President Obama has declared that the jihadism of the new “Islamic State” is itself an incarnation of evil that must be deterred and destroyed. The two sides in this renewal of George W. Bush’s War Against Global Terror—Jews and Christians in the West and their Arab enemies—both consider themselves “people of the Book” and descendants of the Prophet Abraham. They have now become in their own minds actors in the apocalyptic destiny described in the Book of Revelation. Many American Evangelical Protestants have convinced themselves that contemporary American foreign policy can only be understood in such a context.

… Washington’s conduct since the 2001 attack by Islamic radicals on New York and the Pentagon has undermined or deliberately subverted institutions of international order to which, in the past, the United States was a leading contributor. The codes of international justice and morality, developed in the Western community of nations since the 17th century, have when expedient been disregarded or rejected, with demands that the United States be exempted from the jurisdiction of international law and even from what until recently were accepted norms of international morality concerning human rights and national sovereignty.
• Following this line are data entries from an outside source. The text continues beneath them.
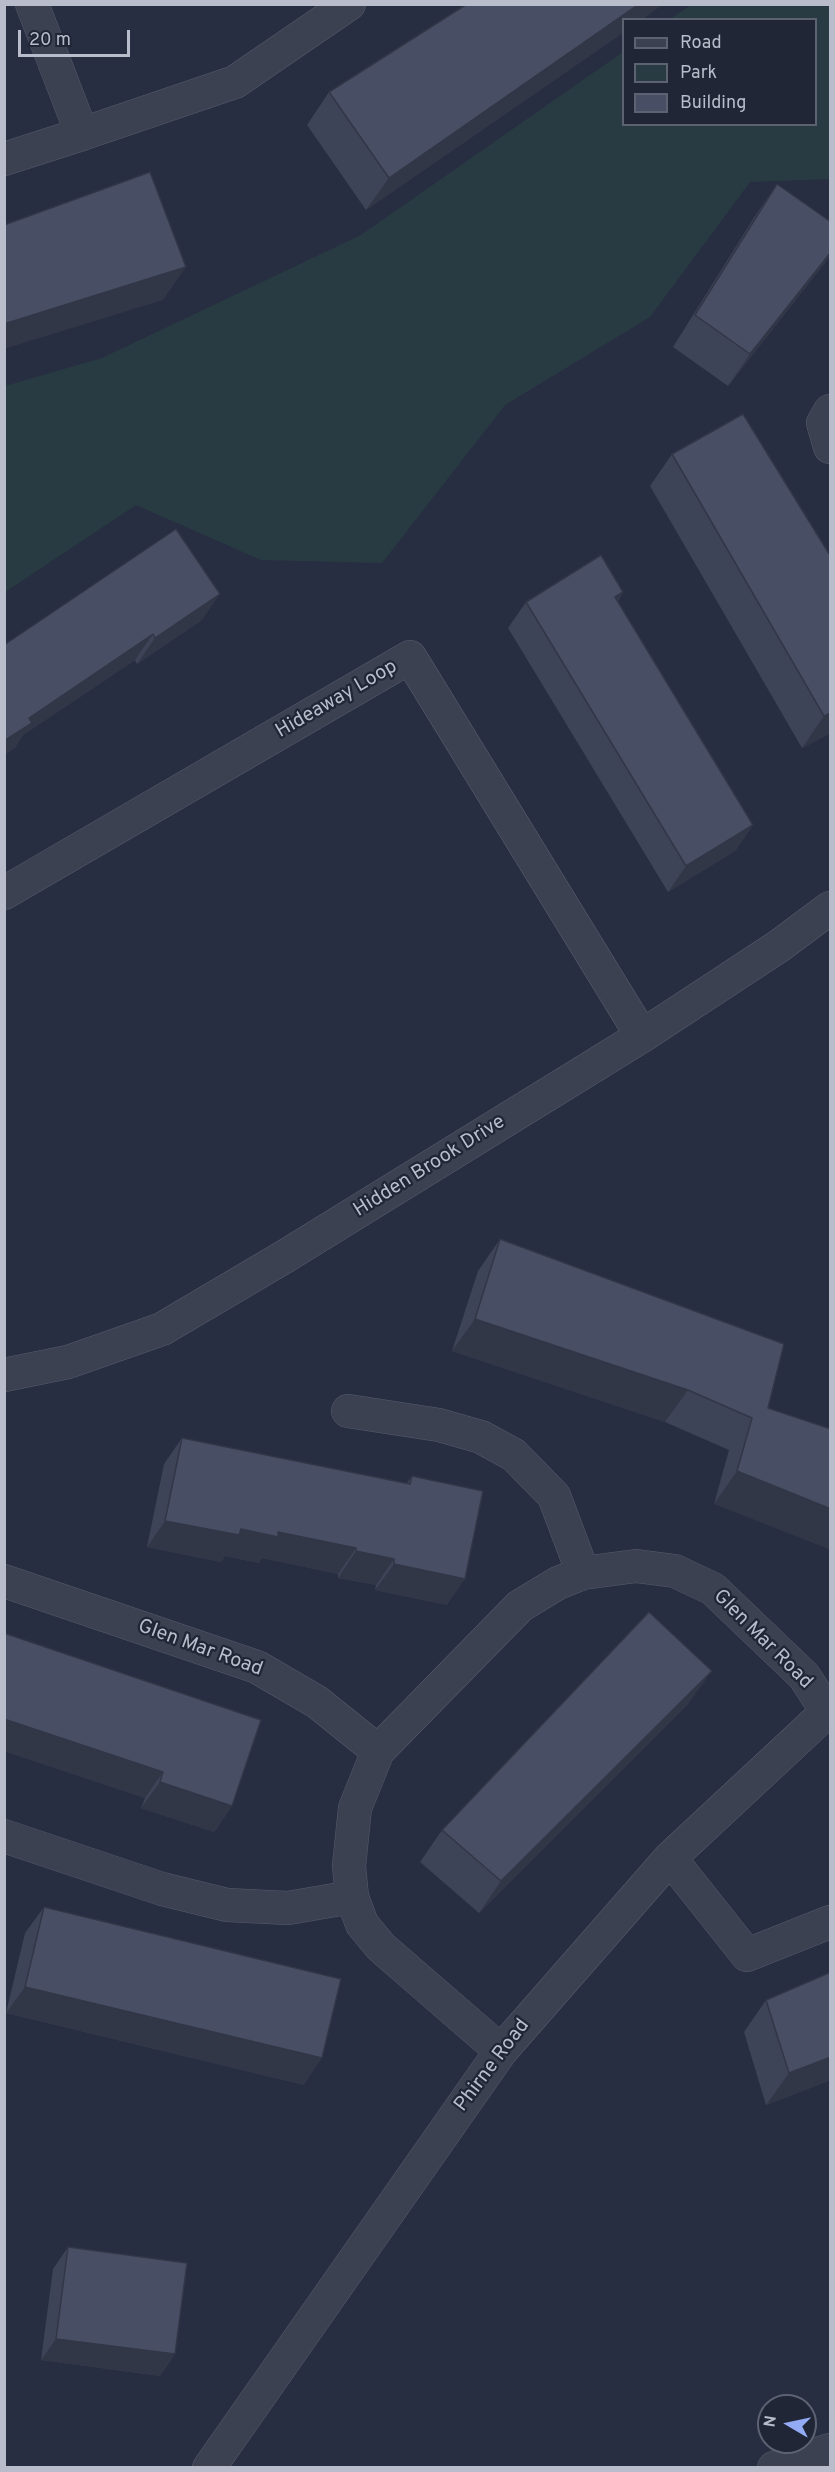 <!DOCTYPE html>
<html>
<head>
<meta charset="utf-8">
<style>
	body { margin:0 }
	#map { position:relative; width:835px; height:2472px; overflow:hidden; background:#272e41; font-family:Overpass,sans-serif }
	canvas { display:block }
	.frame { position:absolute; inset:0; border:6px solid #b8bccb; pointer-events:none }
	.legend { position:absolute; left:622px; top:18px; width:195px; height:108px; box-sizing:border-box; background:#202636; border:2px solid #5d6272; margin:0; padding:8px 10px; list-style:none; font-size:18px; color:#b8bccb }
	.legend li { display:flex; align-items:center; gap:12px; height:30px }
	.legend b { width:30px; border:2px solid #5d6272 }
	.north { position:absolute; left:757px; top:2394px; width:60px; height:60px; box-sizing:border-box; background:#202636; border:2px solid #5d6272; border-radius:50%; rotate:279deg; font-size:16px; font-weight:700; line-height:24px; text-align:center; color:#b8bccb }
	.north::after { content:''; display:block; margin:auto; width:21px; height:27px; background:#93aaf5; clip-path:polygon(50% 0,100% 100%,50% 72%,0 100%) }
	.scale { position:absolute; left:18px; top:30px; width:112px; height:27px; box-sizing:border-box; border:3px solid #b8bccb; border-top:0; padding-left:8px; font-size:18px; line-height:21px; white-space:nowrap; color:#b8bccb; -webkit-text-stroke:4px #202636; paint-order:stroke }
</style>
</head>
<body>
<div id="map">
<canvas width="835" height="2472"></canvas>
<div class="frame"></div>
<ul class="legend">
<li><b style="height:8px;background:#3b4151"></b>Road</li>
<li><b style="height:16px;background:#293b42"></b>Park</li>
<li><b style="height:16px;background:#484f65"></b>Building</li>
</ul>
<div class="north">N</div>
<div class="scale">20 m</div>
</div>
<script>
const ctx = document.querySelector('canvas').getContext('2d');
ctx.lineJoin = 'round';
function fillPath(path, color) { ctx.fillStyle = color; ctx.fill(path, 'evenodd'); }
const shape = rows => new Path2D(rows.map(r => 'M' + r).join(''));
function strokePath(path, color, width, dash) { ctx.strokeStyle = color; ctx.lineWidth = width; ctx.lineCap = dash ? 'butt' : 'round'; ctx.setLineDash(dash || []); ctx.stroke(path); }
function write(font, color, halo, rows, align = 'center') {
  ctx.font = font + ' Overpass,sans-serif'; ctx.lineWidth = 4.5; ctx.setLineDash([]); ctx.textBaseline = 'middle'; ctx.strokeStyle = halo; ctx.fillStyle = color; for (const [text, x, y, turn = 0] of rows) {
    ctx.save(); ctx.translate(x, y); ctx.rotate((+turn || 0) * Math.PI / 180); ctx.textAlign = isNaN(turn) ? turn : align; if (halo) ctx.strokeText(text, 0, 0); ctx.fillText(text, 0, 0); ctx.restore();
  }
}
const green = shape([
	[691,5,830,5,830,179,750,182,650,317,505,405,382,563,261,560,136,505,5,592,5,386,102,358,361,235,623,52,624,124,816,124,816,20,670,19]
]);
const minor = shape([
	[82,134,235,82,349,4],
	[4,159,82,134,32,4],
	[830,411,823,423,830,447],
	[4,893,410,657,642,1036],
	[4,1375,68,1362,162,1329,284,1257,642,1036,779,946,830,908],
	[348,1411,439,1425,481,1437,514,1455,554,1496,583,1573],
	[4,1581,257,1667,317,1702,378,1751],
	[4,1836,162,1889,227,1905,288,1908,352,1897],
	[670,1858,747,1955,830,1922],
	[501,2051,381,1947,362,1924,352,1897,349,1866,355,1808,378,1751,520,1606,558,1583,583,1573,636,1566,675,1571,713,1589,804,1676,830,1716],
	[209,2468,501,2051,670,1858,830,1709],
	[774,2468,830,2450]
]);
const wall = shape([
	[467,4,663,4,641,20,624,20,624,32,366,210,307,125,329,92],
	[777,184,831,222,831,255,728,386,673,347,755,216],
	[672,454,831,557,831,733,802,748,650,486],
	[623,592,618,601,753,825,735,851,668,892,508,628,526,602],
	[202,620,137,664,135,660,23,735,14,749,4,645],
	[500,1239,768,1408,831,1429,714,1504,729,1450,665,1422,452,1351,478,1271],
	[182,1438,407,1483,412,1476,447,1605,375,1590,376,1585,338,1578,338,1574,262,1558,259,1563,225,1556,221,1562,147,1547,164,1464],
	[4,1633,232,1806,214,1832,141,1808,145,1798,4,1751],
	[689,1703,479,1913,420,1862,442,1830],
	[44,1907,304,2085,6,2013,25,1933],
	[766,2000,831,2080,766,2105,744,2032],
	[68,2247,175,2354,160,2376,41,2360,53,2269]
]);
const shadedWall = shape([
	[639,4,663,4,641,20,624,20,624,32,366,210,389,178],
	[831,252,831,255,823,265,728,386,750,354],
	[186,267,163,300,4,349,4,324],
	[623,592,605,619,615,597],
	[220,594,202,620,137,664,155,638],
	[153,634,135,660,23,735,14,749,4,755,4,741,29,718],
	[831,713,831,733,802,748,824,716],
	[753,825,735,851,668,892,686,866],
	[475,1319,688,1390,665,1422,452,1351],
	[737,1471,831,1509,831,1550,714,1504],
	[165,1521,241,1529,278,1532,356,1548,338,1574,262,1558,259,1563,225,1556,221,1562,147,1547],
	[356,1551,394,1559,376,1585,338,1578],
	[394,1564,465,1579,447,1605,375,1590],
	[712,1671,689,1703,479,1913,501,1881],
	[4,1719,163,1772,145,1798,4,1751],
	[160,1782,232,1806,214,1832,141,1808],
	[25,1987,322,2058,304,2085,6,2013],
	[831,2057,831,2080,766,2105,789,2073],
	[56,2339,175,2354,160,2376,41,2360]
]);
const building = shape([
	[467,4,639,4,389,178,329,92,467,4],
	[150,172,186,267,4,324,4,225,150,172],
	[777,184,831,222,831,252,750,354,695,315,777,184],
	[743,414,831,557,831,713,824,716,672,454,743,414],
	[176,529,220,594,155,638,153,634,29,718,32,723,4,741,4,645,176,529],
	[601,555,623,592,615,597,753,825,686,866,526,602,601,555],
	[500,1239,784,1344,768,1408,831,1429,831,1509,737,1471,752,1418,688,1390,475,1319,500,1239],
	[182,1438,410,1484,412,1476,483,1491,465,1579,394,1564,394,1559,356,1551,356,1548,278,1532,278,1537,241,1529,239,1535,165,1521,182,1438],
	[649,1612,712,1671,501,1881,442,1830,649,1612],
	[4,1633,261,1720,232,1806,160,1782,163,1772,4,1719,4,1633],
	[44,1907,341,1979,322,2058,25,1987,44,1907],
	[831,1972,831,2057,789,2073,766,2000,831,1972],
	[68,2247,187,2263,175,2354,56,2339,68,2247]
]);
const streetNames = [
	["Hideaway Loop",337,700,-30],
	["Hidden Brook Drive",430,1167,-32],
	["Glen Mar Road",762,1640,45],
	["Glen Mar Road",200,1649,20],
	["Phirne Road",493,2066,-53]
];
fillPath(green, '#293b42');
strokePath(minor, '#565c6b', 34);
strokePath(minor, '#3b4151', 33);
fillPath(wall, '#3e4457');
fillPath(shadedWall, '#323747');
fillPath(building, '#484f65');
strokePath(building, '#323747', 1.5);
write('20px', '#b8bccb', '#202636', streetNames);
</script>
</body>
</html>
Thus the foreign policies of the United States have been stripped of a vital part of their assumed original moral content. An assimilation of modern totalitarian influences, values, and practices occurred in the United States after 2001, with state assassinations, selective drone killings, disregard of due process, torture, and permanent incarceration without trial justified by American leaders in their conduct of what has amounted to a war, not really of religions, as such, but between absolutisms, the one religious, and the other, ours, a political culture of extreme and solipsistic millenarian nationalism.

That is indeed an apt description of modern America. What we have seen played out in Paris is yet another manifestation of this insane and asymmetrical war between two absolutisms. The inevitable bellicose, repressive reaction to the crime of the individuals in Paris will be inflicted on the bodies of countless innocent people around the world — and will, inevitably, blow back on the West itself. For a hundred years, at every turning we have taken the wrong road, leading us deeper and deeper into chaos and blood. No doubt we are about plung down yet another wrong turn.